What This Does Not Give You
This is an architecture, not a drop-in library, and there is nothing to download. You are implementing the mechanisms yourself against your own sensors, and every value that matters in practice, your thresholds, your composite signatures, your response mapping, your weighting factors, is yours to define. The disclosure describes the structure and gives named examples; it does not ship tuned parameters, and it states no benchmark numbers or performance guarantees, so neither does this guide.
The corroboration benefit is only as real as the physical independence of your channels. If your mediums share an antenna, a power rail, a clock, or a processing bottleneck, a single failure can take several of them down together and the composite determination inherits that weakness. The architecture assumes distinct apparatus with distinct failure modes; it cannot manufacture independence you did not build in.
It also will not, by itself, tell you the cause of a disruption. By design it separates noticing a departure from attributing it. Attribution and the active-probe step narrow the hypotheses, but the disclosure frames a disruption as cause-agnostic on purpose, and you should treat confident attribution as a further step you engineer, not a free output.

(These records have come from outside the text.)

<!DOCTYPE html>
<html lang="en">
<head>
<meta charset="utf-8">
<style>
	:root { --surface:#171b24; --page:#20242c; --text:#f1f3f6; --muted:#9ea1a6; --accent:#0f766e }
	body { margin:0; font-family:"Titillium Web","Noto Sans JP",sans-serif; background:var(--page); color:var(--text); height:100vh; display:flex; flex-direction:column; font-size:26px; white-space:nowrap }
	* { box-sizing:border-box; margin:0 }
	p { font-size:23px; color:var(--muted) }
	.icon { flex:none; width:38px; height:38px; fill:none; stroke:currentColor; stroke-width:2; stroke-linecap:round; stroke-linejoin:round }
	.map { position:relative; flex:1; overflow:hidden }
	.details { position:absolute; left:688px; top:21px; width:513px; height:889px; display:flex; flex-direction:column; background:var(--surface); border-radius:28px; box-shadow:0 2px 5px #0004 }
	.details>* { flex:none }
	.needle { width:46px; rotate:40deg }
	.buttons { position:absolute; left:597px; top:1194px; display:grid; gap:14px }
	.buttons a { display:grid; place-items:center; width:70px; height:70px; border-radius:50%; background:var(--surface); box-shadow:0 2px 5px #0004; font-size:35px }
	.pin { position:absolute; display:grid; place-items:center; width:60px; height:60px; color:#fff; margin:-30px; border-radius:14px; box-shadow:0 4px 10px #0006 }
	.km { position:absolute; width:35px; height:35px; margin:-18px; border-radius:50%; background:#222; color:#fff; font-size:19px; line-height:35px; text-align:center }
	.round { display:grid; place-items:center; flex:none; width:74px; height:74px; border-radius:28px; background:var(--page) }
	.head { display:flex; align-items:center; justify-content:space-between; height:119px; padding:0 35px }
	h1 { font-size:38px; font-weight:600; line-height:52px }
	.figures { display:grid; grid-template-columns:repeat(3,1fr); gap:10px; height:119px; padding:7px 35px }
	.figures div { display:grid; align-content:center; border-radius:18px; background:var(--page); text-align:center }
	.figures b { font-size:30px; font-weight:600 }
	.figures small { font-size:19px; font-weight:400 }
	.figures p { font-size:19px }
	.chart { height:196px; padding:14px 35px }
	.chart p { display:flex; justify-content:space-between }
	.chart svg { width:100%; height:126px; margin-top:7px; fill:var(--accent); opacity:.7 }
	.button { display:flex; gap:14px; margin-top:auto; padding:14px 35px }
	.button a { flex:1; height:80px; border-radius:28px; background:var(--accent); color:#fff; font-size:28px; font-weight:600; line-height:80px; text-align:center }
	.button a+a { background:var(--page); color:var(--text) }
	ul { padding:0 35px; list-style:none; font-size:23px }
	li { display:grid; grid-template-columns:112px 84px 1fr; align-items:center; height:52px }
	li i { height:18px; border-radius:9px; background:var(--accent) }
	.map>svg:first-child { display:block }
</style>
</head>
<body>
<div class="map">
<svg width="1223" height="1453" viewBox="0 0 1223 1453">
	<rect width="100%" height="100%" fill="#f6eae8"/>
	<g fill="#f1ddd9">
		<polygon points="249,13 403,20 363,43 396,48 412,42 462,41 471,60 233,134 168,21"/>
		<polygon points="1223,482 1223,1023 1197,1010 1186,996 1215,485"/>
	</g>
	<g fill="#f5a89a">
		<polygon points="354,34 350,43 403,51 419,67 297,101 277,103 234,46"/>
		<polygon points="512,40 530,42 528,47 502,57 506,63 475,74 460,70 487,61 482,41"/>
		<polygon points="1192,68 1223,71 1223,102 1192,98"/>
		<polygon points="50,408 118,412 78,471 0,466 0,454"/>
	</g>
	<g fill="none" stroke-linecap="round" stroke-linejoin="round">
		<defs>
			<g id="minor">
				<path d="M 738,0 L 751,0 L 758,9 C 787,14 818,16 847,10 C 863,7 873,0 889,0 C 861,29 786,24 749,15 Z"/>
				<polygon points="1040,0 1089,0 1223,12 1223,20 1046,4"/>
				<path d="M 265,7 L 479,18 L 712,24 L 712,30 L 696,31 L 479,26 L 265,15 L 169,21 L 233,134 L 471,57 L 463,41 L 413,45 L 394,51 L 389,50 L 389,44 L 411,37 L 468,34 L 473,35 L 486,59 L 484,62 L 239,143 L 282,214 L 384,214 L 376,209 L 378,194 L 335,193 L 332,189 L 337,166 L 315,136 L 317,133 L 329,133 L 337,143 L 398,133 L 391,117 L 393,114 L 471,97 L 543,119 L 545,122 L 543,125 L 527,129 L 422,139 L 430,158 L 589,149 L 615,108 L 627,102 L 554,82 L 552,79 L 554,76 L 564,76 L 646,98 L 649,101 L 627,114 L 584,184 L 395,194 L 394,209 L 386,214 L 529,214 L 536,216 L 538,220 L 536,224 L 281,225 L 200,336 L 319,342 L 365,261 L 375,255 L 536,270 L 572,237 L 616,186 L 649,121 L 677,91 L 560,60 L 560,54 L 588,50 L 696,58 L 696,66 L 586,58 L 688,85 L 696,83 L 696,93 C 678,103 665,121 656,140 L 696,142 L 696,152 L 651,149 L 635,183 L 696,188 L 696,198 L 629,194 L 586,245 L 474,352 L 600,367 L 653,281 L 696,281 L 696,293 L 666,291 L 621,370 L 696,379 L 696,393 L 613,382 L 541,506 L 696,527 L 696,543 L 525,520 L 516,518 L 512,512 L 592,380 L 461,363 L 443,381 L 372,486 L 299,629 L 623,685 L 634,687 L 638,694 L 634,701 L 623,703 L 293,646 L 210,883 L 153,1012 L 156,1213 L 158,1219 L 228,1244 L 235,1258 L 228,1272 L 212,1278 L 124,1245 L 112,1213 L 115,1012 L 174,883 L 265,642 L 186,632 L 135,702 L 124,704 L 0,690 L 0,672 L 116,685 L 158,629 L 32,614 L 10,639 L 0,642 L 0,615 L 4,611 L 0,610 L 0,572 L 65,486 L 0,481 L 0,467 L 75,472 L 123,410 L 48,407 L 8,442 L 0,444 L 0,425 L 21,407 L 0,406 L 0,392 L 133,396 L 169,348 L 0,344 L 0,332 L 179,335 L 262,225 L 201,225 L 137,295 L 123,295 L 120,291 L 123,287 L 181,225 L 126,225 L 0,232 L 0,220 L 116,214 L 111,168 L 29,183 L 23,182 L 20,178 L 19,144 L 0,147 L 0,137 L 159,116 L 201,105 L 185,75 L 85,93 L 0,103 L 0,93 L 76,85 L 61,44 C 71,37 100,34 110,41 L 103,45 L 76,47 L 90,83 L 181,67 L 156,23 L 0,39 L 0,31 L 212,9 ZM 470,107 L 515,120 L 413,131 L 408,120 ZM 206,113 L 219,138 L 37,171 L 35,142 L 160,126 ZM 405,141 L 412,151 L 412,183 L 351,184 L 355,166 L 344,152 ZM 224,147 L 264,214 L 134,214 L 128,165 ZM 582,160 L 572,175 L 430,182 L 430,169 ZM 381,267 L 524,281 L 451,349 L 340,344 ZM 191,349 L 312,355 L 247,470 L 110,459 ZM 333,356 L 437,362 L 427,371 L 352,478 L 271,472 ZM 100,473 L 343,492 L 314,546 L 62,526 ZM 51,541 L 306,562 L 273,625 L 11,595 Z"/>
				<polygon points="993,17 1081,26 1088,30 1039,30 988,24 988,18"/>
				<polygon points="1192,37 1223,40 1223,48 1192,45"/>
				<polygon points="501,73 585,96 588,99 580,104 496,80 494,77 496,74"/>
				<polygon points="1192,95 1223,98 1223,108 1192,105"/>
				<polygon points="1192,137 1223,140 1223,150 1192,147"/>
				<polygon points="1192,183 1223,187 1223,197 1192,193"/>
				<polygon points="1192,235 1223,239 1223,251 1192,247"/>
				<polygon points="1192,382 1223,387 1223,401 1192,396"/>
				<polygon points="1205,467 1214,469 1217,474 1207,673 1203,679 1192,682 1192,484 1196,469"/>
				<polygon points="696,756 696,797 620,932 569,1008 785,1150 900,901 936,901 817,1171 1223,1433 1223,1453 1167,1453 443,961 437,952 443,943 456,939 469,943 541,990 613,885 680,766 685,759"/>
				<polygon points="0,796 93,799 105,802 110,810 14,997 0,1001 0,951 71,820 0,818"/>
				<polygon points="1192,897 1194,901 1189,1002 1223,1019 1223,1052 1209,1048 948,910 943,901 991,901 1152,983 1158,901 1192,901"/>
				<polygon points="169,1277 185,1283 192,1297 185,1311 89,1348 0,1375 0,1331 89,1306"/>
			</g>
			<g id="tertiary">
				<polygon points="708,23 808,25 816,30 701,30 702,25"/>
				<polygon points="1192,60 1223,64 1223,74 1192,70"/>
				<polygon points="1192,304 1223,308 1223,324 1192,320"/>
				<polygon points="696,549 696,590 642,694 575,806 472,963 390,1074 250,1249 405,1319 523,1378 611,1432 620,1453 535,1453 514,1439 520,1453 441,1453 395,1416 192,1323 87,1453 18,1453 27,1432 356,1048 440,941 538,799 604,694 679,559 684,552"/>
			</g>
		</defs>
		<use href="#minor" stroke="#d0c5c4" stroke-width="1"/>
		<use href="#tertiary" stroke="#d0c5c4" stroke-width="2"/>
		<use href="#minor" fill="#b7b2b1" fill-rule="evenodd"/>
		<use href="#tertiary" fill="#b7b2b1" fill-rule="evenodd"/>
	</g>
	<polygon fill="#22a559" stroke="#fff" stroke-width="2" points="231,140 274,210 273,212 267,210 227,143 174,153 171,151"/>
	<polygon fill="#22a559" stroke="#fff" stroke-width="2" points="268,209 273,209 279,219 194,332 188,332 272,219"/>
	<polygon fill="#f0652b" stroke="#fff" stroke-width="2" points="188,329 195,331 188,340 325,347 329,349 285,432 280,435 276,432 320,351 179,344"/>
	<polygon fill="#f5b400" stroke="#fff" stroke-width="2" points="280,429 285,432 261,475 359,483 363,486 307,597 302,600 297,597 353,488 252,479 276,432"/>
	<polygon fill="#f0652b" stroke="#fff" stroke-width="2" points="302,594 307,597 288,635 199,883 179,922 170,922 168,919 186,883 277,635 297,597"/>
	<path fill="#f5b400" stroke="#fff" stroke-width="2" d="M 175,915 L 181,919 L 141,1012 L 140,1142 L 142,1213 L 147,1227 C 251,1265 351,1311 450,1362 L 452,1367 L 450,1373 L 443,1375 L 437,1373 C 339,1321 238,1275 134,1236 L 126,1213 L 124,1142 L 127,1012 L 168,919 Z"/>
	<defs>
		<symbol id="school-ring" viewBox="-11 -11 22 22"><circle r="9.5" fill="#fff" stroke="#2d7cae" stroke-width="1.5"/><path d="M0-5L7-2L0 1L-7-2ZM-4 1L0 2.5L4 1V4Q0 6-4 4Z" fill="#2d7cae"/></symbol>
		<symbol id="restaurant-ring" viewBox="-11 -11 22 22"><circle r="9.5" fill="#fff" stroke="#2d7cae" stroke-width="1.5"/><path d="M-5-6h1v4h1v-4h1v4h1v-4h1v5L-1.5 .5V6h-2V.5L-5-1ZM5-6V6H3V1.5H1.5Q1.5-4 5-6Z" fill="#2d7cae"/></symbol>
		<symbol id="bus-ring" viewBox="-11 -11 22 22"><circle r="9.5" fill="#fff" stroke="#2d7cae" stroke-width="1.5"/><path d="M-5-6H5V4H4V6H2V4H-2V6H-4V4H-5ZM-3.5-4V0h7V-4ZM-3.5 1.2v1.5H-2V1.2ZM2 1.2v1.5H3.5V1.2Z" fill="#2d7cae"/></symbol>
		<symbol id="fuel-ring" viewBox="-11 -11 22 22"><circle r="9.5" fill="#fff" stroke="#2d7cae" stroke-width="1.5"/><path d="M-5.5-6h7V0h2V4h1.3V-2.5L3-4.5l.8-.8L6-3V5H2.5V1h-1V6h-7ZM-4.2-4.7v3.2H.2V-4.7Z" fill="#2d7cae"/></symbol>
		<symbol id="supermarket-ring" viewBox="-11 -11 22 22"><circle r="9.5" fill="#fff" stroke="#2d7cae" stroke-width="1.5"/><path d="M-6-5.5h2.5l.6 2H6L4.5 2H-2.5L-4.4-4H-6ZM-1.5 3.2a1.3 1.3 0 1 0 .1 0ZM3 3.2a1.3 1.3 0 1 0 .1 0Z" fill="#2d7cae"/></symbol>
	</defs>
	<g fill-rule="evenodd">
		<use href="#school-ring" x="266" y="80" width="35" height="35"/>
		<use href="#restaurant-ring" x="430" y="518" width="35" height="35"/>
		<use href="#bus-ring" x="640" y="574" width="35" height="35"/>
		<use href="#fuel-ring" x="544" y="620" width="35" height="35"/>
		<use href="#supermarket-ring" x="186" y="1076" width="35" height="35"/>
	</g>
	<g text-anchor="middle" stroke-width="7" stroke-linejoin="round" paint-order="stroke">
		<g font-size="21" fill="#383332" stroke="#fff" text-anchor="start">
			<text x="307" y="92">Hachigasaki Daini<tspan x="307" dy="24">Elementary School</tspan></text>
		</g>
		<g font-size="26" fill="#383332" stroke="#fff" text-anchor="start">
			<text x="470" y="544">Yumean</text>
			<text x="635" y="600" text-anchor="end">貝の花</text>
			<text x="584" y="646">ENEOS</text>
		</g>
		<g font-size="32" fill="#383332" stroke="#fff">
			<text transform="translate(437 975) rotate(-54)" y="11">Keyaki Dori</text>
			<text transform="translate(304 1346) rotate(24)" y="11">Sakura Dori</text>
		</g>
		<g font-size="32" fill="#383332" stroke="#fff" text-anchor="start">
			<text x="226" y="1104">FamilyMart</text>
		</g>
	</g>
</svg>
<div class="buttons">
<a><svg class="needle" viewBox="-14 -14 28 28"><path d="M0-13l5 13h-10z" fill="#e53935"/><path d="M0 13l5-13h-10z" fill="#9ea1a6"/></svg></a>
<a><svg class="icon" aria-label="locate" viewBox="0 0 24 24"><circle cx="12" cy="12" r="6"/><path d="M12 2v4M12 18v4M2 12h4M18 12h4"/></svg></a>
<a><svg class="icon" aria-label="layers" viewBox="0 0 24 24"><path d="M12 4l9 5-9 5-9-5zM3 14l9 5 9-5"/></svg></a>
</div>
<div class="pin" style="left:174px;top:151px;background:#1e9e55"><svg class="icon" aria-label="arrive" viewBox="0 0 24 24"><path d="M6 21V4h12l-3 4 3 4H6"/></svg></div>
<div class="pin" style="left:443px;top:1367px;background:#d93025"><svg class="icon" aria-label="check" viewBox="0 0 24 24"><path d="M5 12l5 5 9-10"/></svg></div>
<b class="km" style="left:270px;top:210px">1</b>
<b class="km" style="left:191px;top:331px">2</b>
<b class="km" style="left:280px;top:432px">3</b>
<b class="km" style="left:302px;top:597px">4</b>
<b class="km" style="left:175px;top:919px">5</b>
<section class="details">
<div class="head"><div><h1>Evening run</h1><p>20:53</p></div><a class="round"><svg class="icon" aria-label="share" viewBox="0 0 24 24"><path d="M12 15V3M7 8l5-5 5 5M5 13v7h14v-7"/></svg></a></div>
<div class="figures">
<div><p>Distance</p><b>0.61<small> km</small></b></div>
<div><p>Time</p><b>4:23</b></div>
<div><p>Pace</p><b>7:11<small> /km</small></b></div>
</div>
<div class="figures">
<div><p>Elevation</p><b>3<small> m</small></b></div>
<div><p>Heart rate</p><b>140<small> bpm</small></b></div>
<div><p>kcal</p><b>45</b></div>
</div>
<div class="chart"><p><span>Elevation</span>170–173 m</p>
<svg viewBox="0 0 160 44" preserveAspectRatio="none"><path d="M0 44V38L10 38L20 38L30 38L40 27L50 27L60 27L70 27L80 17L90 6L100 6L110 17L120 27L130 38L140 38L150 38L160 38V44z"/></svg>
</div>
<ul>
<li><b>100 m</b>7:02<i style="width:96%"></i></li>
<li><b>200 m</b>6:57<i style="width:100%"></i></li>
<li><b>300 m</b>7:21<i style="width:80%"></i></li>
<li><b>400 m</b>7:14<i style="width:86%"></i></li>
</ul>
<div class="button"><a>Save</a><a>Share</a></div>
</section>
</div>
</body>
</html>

Finally, this is a disclosed method from a patent filing, not a production-proven product. It has not been presented here as benchmarked or productized. Where you have only one honest medium, or where your event leaves no cross-medium signature, multi-medium composition has nothing to compose and the design offers no magic.
Disclosure Scope
The architecture described in this guide, including cross-medium composite disruption detection, the governed active-probe mechanism, and the spoofing-detection and graduated-response elements, is disclosed in U.S. Provisional Application No. 64/049,409 as the Environmental Disruption inventive step. This guide is educational. It explains an approach a developer can build and is not a warranty, a specification, or an offer of software, and nothing here should be read as a promise of performance, fitness, or freedom to operate.